(Exercise materials):
== Segment start ==
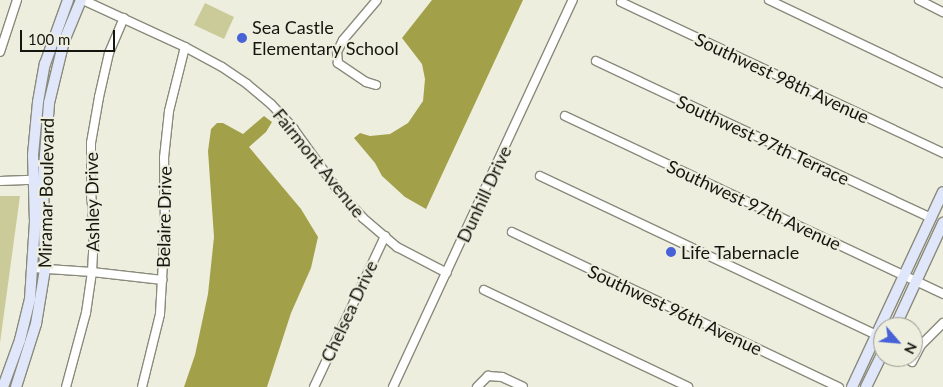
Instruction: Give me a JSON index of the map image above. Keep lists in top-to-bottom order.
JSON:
{
  "streets": {
    "street": [
      "Southwest 98th Avenue",
      "Southwest 97th Terrace",
      "Fairmont Avenue",
      "Miramar Boulevard",
      "Dunhill Drive",
      "Ashley Drive",
      "Southwest 97th Avenue",
      "Belaire Drive",
      "Southwest 96th Avenue",
      "Chelsea Drive"
    ]
  },
  "crossings": [
    ["Fairmont Avenue", "Miramar Boulevard"],
    ["Fairmont Avenue", "Dunhill Drive"],
    ["Fairmont Avenue", "Ashley Drive"],
    ["Fairmont Avenue", "Belaire Drive"],
    ["Fairmont Avenue", "Chelsea Drive"]
  ],
  "places": ["Sea Castle Elementary School", "Life Tabernacle"],
  "scale_bar": "100 m",
  "north": "bottom right"
}
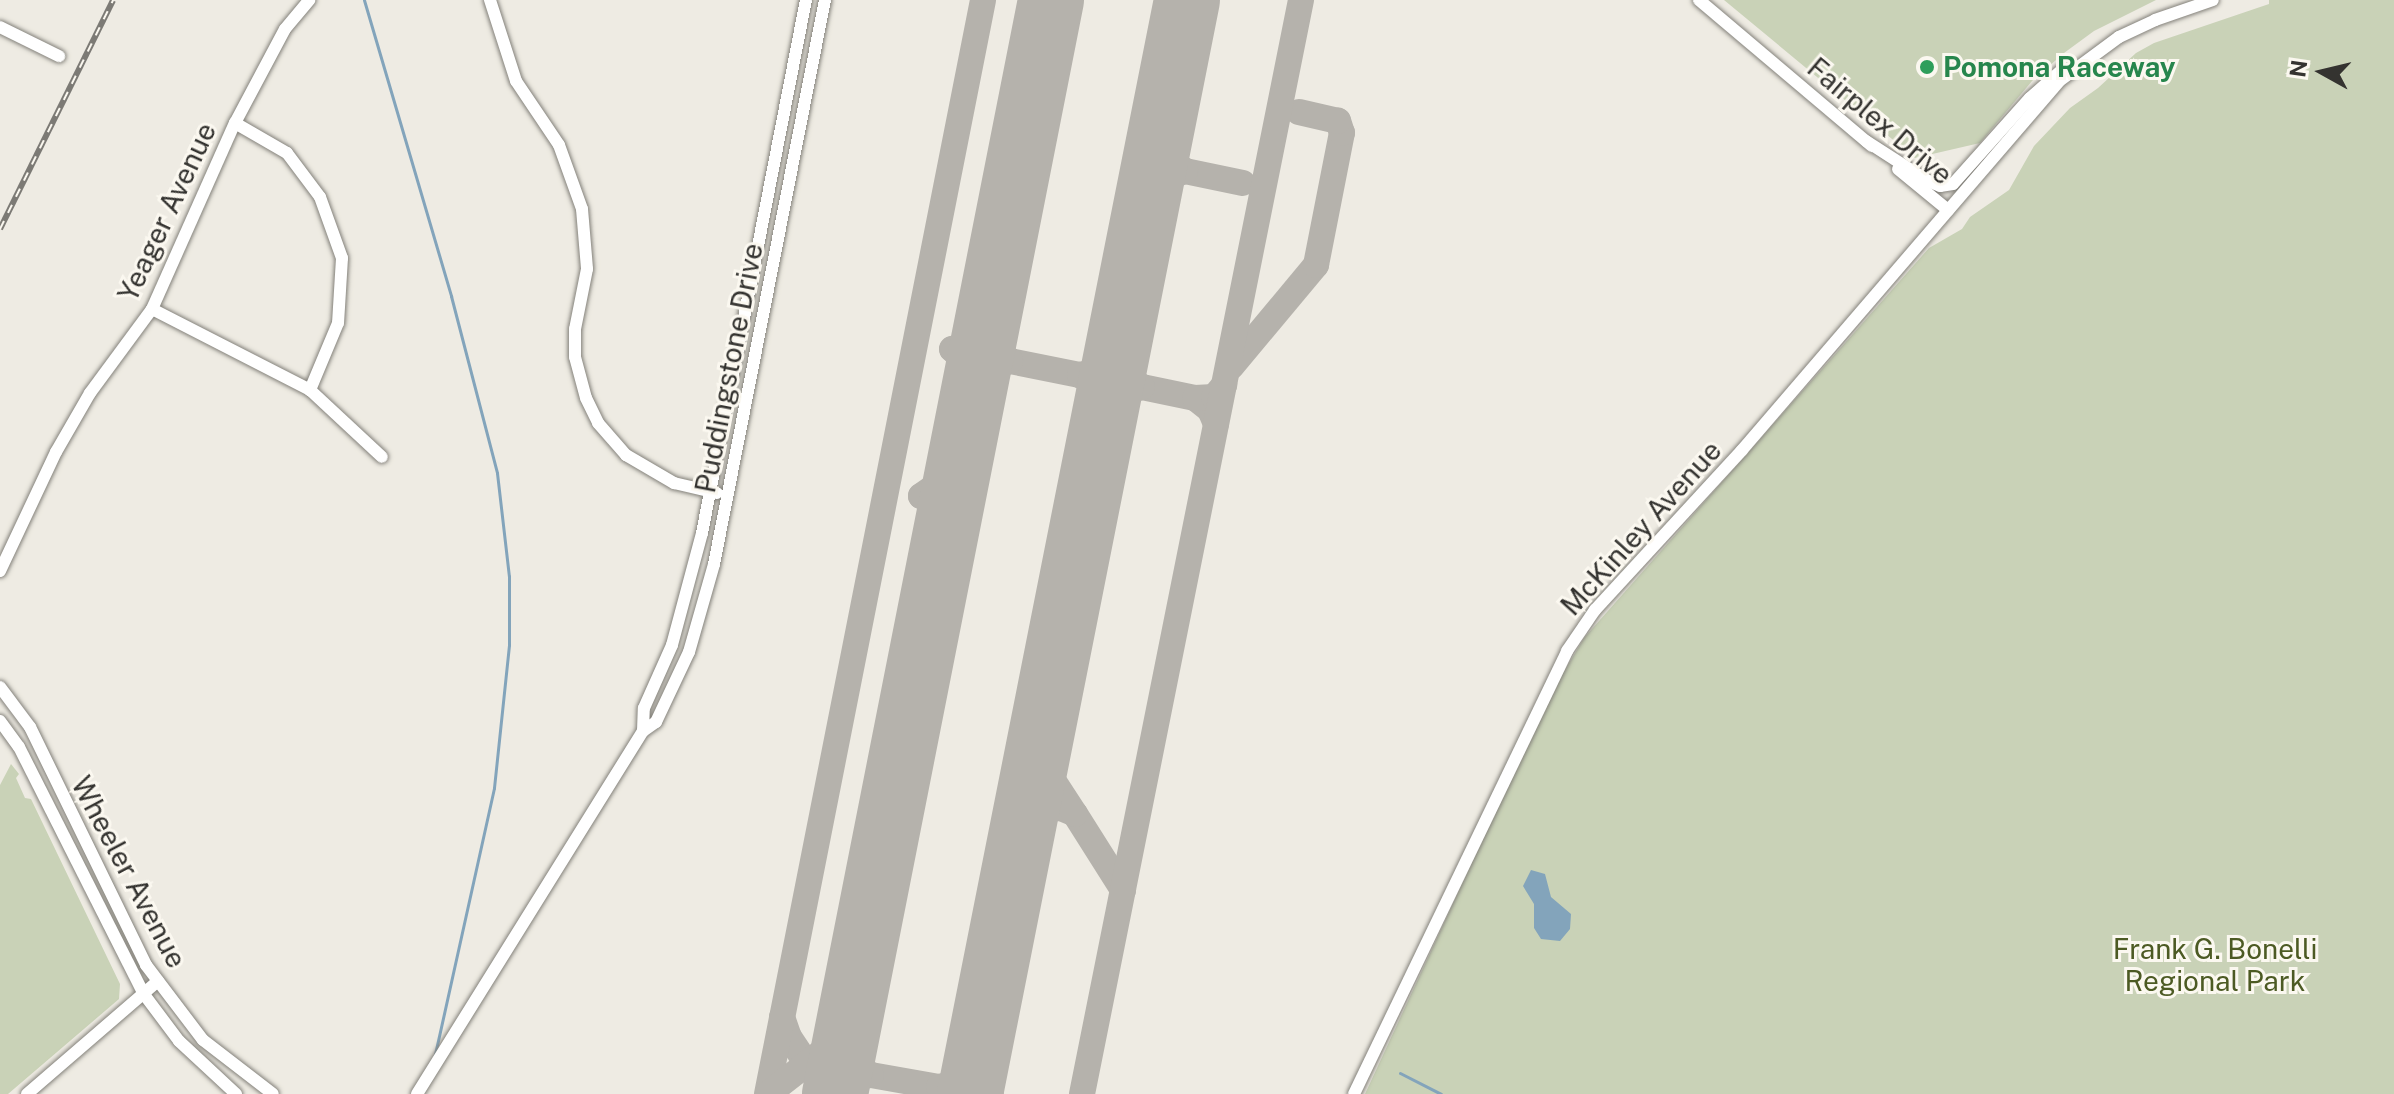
== Segment end ==
(Try it):
Repeat the material exactly as it reads, without any of its pictures.

(Result of the task):
Instruction: Give me a JSON index of the map image above. Keep lists in top-to-bottom order.
JSON:
{
  "streets": {
    "street": [
      "Southwest 98th Avenue",
      "Southwest 97th Terrace",
      "Fairmont Avenue",
      "Miramar Boulevard",
      "Dunhill Drive",
      "Ashley Drive",
      "Southwest 97th Avenue",
      "Belaire Drive",
      "Southwest 96th Avenue",
      "Chelsea Drive"
    ]
  },
  "crossings": [
    ["Fairmont Avenue", "Miramar Boulevard"],
    ["Fairmont Avenue", "Dunhill Drive"],
    ["Fairmont Avenue", "Ashley Drive"],
    ["Fairmont Avenue", "Belaire Drive"],
    ["Fairmont Avenue", "Chelsea Drive"]
  ],
  "places": ["Sea Castle Elementary School", "Life Tabernacle"],
  "scale_bar": "100 m",
  "north": "bottom right"
}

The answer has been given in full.